174 units of hope help Pittsburg homeless transition toward permanent housing
More than a year after purchasing the property, Contra Costa County will reopen a 174-unit interim housing complex in Pittsburg later this month.
More than a year after purchasing the property, Contra Costa County will reopen a 174-unit interim housing complex in Pittsburg later this month.
More than a year after purchasing a former Motel 6 on Loveridge Road, Contra Costa County will reopen Delta Landing, a 174-unit interim housing complex intended to help hundreds of local homeless residents transition into permanent housing.
The facility will serve more than 200 residents once it reopens in three to four weeks, according to county officials.
Delta Landing has been closed since June for renovations, including new paint, roofing, room furnishings and fire sprinkler systems and aesthetic improvements like a manicured courtyard.
Contra Costa County Deputy Director of Health Services Lavonna Martin said during a briefing to commemorate Delta Landing’s upcoming reopening:
We are going to ensure that we continue to serve as many individuals in the eastern region of our county as possible through this … resource.”
The county had leased the former motel for much of 2020 as temporary shelter for homeless residents who were at high risk of contracting Covid-19 or becoming seriously ill.
The county has received funding support to operate the motel as a temporary shelter from the state’s Project Roomkey, a federally backed initiative to procure thousands of unused hotel and motel rooms for the state’s homeless residents during the pandemic.
The state ultimately transitioned that program into Project Homekey, a $6.6 billion initiative that issues grants to local jurisdictions, enabling them to purchase those hotels and motels and convert them into transitional and permanent housing.
Jason Elliott, a senior counselor to Gov. Gavin Newsom, said Monday:
(Homekey) will create 41,500 units and beds. … And that only works if local governments implement successfully. We can only build on success.”
Contra Costa County received a $21.5 million grant to purchase the motel, doing so in November 2020 at a price of about $17.5 million.
The remaining funds, totaling more than $4 million, will be used to staff and operate Delta Landing for “the next couple of years,” Martin said.
Local officials noted that roughly one-third of the county’s roughly 2,300 homeless residents lives in eastern Contra Costa County, according to the county’s most recent census of homeless residents in January 2020.
In addition, the large swath of the county east of Concord had just 20 available shelter beds before the county began the process of converting Delta Landing.
The city of Antioch has called for 15 of the units to be dedicated specifically to homeless residents that live along its downtown Amtrak tracks after Louie Rocha, a homeless man and lifelong Antioch resident, was killed by a train last month while trying to cross the tracks.
The Antioch City Council is expected to vote on allocating $300,000 to reserve the rooms at its meeting Dec. 14.
The roughly 225 residents living at Delta Landing prior to its temporary closure will be invited to return once it reopens, Martin said, after being briefly moved to interim housing in central Contra Costa County. In that time, some have also found permanent housing.
While the county had attempted to complete the necessary repairs and renovations with residents still housed on-site, officials determined it would be more efficient to close the complex temporarily.

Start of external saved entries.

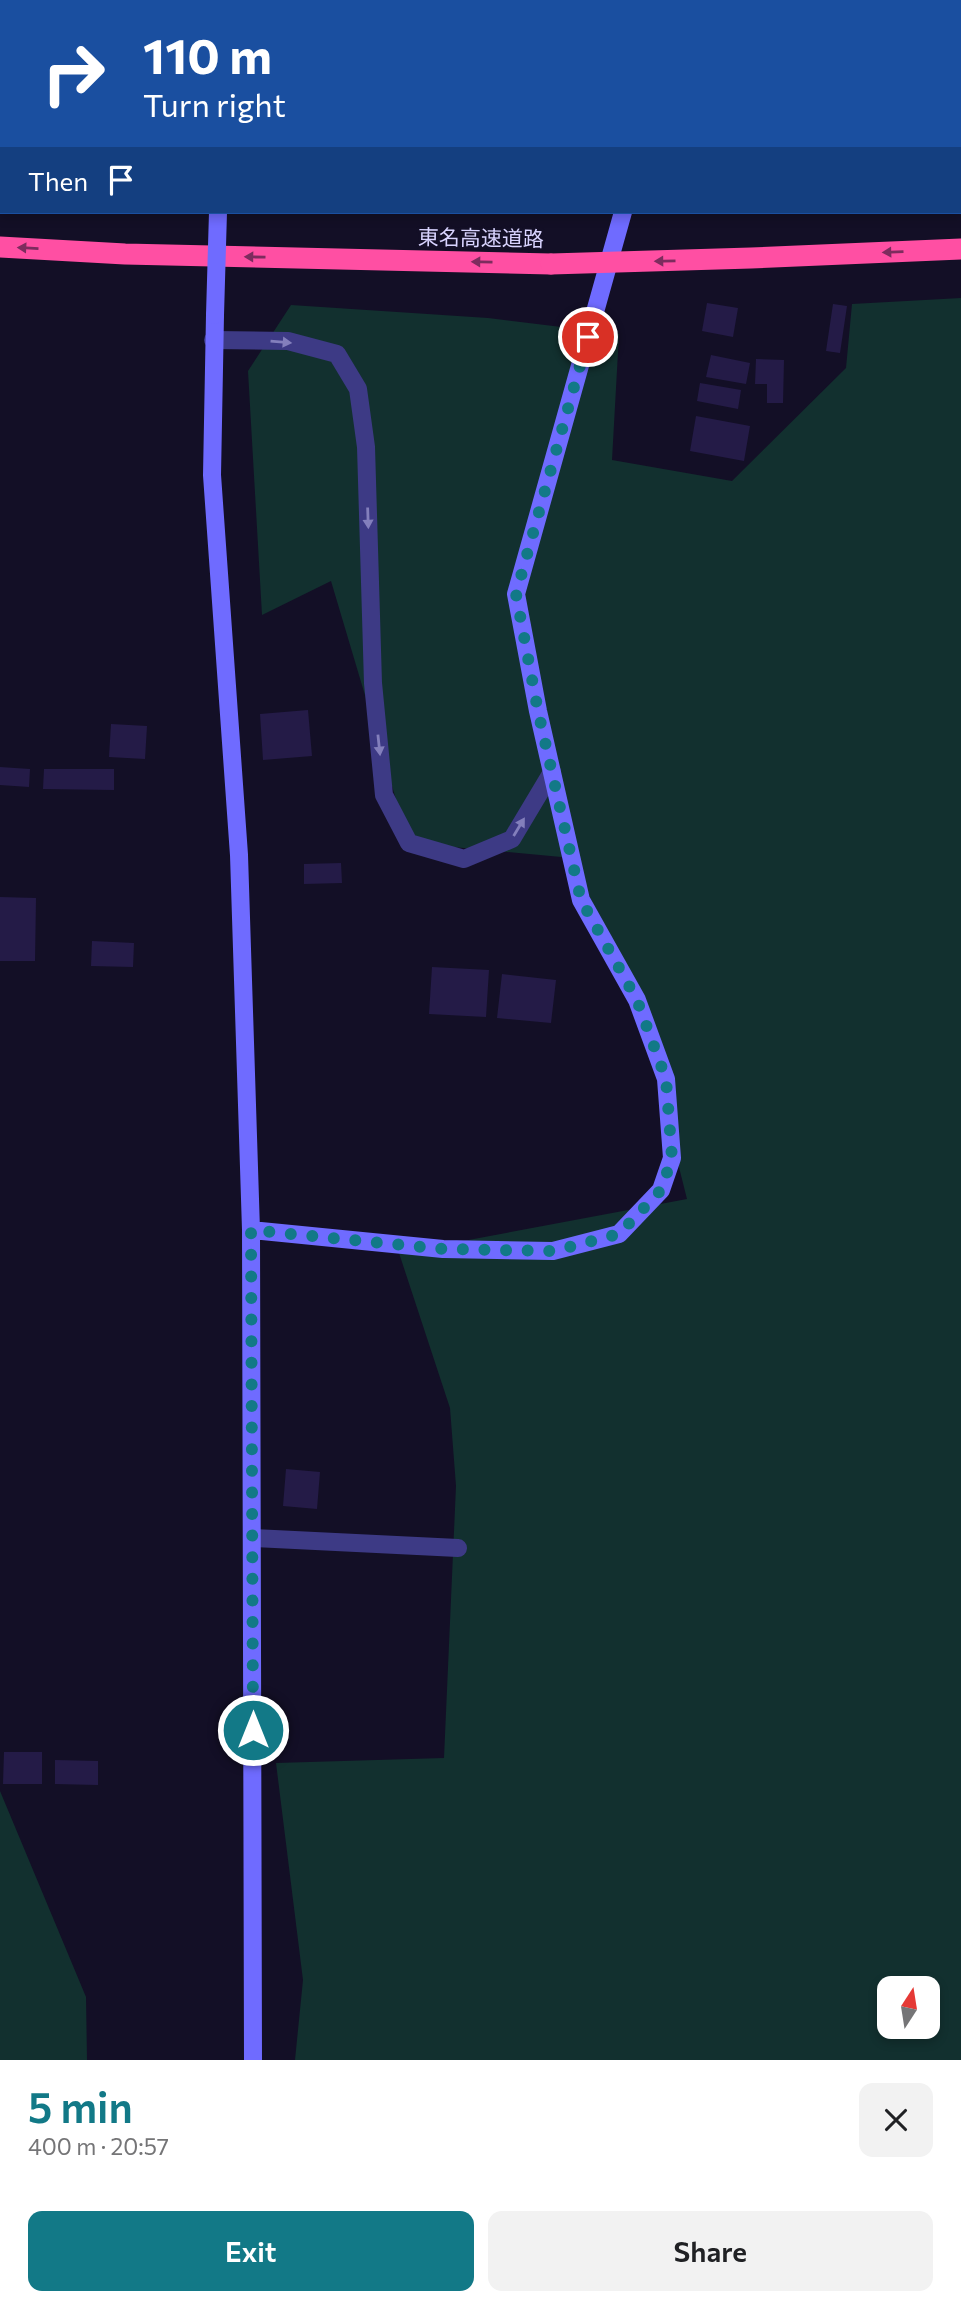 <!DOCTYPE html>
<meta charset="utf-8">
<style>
body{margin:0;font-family:Commissioner,"Noto Sans JP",sans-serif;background:#f2f2f2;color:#202124;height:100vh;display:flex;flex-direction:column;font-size:26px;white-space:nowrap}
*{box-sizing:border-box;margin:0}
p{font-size:23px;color:#757577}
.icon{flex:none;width:38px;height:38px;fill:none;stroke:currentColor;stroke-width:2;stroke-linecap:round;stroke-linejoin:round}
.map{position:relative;height:2060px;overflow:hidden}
.details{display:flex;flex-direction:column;background:#fff;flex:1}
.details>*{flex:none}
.banner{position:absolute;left:0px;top:0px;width:962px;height:214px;box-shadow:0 4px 10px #0003;background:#1a4fa0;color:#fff;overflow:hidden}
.needle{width:46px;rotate:12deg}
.buttons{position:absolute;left:877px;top:1976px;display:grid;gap:14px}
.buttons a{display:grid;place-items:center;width:63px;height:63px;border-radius:14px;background:#fff;box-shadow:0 4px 10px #0003;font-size:35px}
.pin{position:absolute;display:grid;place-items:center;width:60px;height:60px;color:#fff;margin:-30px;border:4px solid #fff;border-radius:50%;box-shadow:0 2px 7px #0007}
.me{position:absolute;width:77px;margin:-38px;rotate:0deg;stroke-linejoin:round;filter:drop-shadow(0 0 5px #0008)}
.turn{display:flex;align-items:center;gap:24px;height:147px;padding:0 28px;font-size:32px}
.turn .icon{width:91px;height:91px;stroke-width:2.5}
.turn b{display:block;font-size:49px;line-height:60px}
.then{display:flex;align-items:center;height:66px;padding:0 28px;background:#0003;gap:14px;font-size:26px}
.round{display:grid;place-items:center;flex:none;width:74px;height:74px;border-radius:14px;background:#f2f2f2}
.head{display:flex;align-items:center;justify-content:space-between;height:119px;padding:0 28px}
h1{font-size:42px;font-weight:600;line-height:52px;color:#127987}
.action{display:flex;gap:14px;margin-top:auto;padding:14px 28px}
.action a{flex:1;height:80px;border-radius:14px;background:#127987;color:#fff;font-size:28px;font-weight:600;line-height:80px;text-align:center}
.action a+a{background:#f2f2f2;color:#202124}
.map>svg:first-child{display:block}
</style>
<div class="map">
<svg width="961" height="2060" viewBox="0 0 961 2060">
<rect width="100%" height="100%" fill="#130f26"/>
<path fill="#12302f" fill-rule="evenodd" d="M390 0H661L389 2Z
M672 0H961V132V2H671Z
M961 298V2060H295L303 1980 276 1763 444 1758 456 1486 450 1408 399 1253 687 1199 637 1000 572 858 409 843 331 581 262 615 248 371 291 305 488 318 619 334 612 460 732 481 846 368 852 304ZM889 1988H928V2026H889Z
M0 1791 86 1997 87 2060H0Z"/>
<path fill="#241b47" d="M707 303 738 308 733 337 702 331Z
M833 304 847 306 840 353 826 351Z
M711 355 750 363 746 384 706 377Z
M756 359 784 360 783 403H767V384H755Z
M700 383 741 390 738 409 697 401Z
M696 416 750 426 744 461 690 451Z
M308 710 312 756 263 760 260 714Z
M111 724 147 726 145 759 109 757Z
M0 767 30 769 29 787 0 785Z
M44 769H114V790L43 789Z
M341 863 342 883 304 884V864Z
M0 897 36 898 35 961H0Z
M92 941 134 943 133 967 91 966Z
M432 967 489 970 486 1017 429 1014Z
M502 974 556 980 551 1023 497 1018Z
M286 1469 320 1472 317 1509 283 1506Z
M4 1752H42V1784H3Z
M55 1760 98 1761V1785L55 1784Z"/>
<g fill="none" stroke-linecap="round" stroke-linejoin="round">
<path stroke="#3d3a85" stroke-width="18" d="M0 113H2
M213 340 288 341 337 354 358 389 366 447 373 683 384 795 409 843 464 859 512 839 552 772
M252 1538 458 1548"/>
<path stroke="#6f6bff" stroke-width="18" d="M204 0V2
M747 2 748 0
M215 315 212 475 239 855 251 1230 253 2060
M251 1230 443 1249 553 1251 619 1234 661 1190 672 1158 666 1079 637 1000 581 900 538 711 516 594 623 212"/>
<path stroke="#ff4fa3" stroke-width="21" d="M0 183H2
M0 247 125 254 551 264"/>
<path stroke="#6f6bff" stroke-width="18" d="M215 315 218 212"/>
<path stroke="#ff4fa3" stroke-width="21" d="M551 264 751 258 961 249"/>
</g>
<defs><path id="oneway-solid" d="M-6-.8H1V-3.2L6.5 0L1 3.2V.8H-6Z" transform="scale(1.75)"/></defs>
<g fill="#7d2c5e">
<use href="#oneway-solid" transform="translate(28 248) rotate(-177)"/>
<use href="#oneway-solid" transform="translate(893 252) rotate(178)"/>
<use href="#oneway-solid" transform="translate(255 257) rotate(-179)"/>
<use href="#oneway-solid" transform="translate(665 261) rotate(179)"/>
<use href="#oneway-solid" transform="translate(482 262) rotate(-179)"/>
</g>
<g fill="#837fbc">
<use href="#oneway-solid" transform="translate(281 342) rotate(5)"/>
<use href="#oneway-solid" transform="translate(368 518) rotate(88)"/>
<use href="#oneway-solid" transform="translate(379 745) rotate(84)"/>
<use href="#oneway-solid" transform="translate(519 827) rotate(-59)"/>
</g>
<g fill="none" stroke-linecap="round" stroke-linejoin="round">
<path stroke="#127987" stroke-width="12" stroke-dasharray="0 21.6" d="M253 1730 251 1230 443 1249 554 1251 619 1234 661 1190 672 1158 666 1079 637 1000 581 900 538 711 516 594 588 337"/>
</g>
<g text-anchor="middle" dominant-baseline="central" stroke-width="6" stroke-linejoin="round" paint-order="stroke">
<g font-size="21" fill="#d9d4ff" stroke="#130f26">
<text transform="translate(481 237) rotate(1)">東名高速道路</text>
</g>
</g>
</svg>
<div class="buttons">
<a><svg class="needle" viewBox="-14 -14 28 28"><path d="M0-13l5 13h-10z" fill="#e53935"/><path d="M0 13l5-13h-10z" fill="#757577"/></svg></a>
</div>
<div class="pin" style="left:588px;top:337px;background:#d93025"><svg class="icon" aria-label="arrive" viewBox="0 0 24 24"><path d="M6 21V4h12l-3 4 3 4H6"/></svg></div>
<svg class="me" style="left:253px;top:1730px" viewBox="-20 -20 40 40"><circle r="17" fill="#127987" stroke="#fff" stroke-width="3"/><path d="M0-11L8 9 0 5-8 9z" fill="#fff"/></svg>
<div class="banner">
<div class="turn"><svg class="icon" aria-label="right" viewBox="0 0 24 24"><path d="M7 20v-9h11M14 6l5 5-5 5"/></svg><div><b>110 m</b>Turn right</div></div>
<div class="then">Then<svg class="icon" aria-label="arrive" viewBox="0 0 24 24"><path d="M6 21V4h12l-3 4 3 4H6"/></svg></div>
</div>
</div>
<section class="details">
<div class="head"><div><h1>5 min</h1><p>400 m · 20:57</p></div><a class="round"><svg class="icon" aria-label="close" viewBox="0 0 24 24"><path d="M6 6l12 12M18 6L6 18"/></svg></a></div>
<div class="action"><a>Exit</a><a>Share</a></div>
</section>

In addition to rooms for single adults, Martin said Delta Landing will include units for couples, multi-generational adult families, people with pets and people with disabilities.
Going forward, open units and beds at the facility will be filled via the county’s homeless outreach teams.
Residents will then stay at Delta Landing for roughly 90 days, during which time they will work with the nonprofit Bay Area Community Services – which will manage the complex day-to-day – to find permanent housing and employment.
Martin said:
Interim housing is just one intervention. … We need to continue to build permanent housing out there. We need to make sure that people can go right from the streets into permanent housing if that’s what they need.”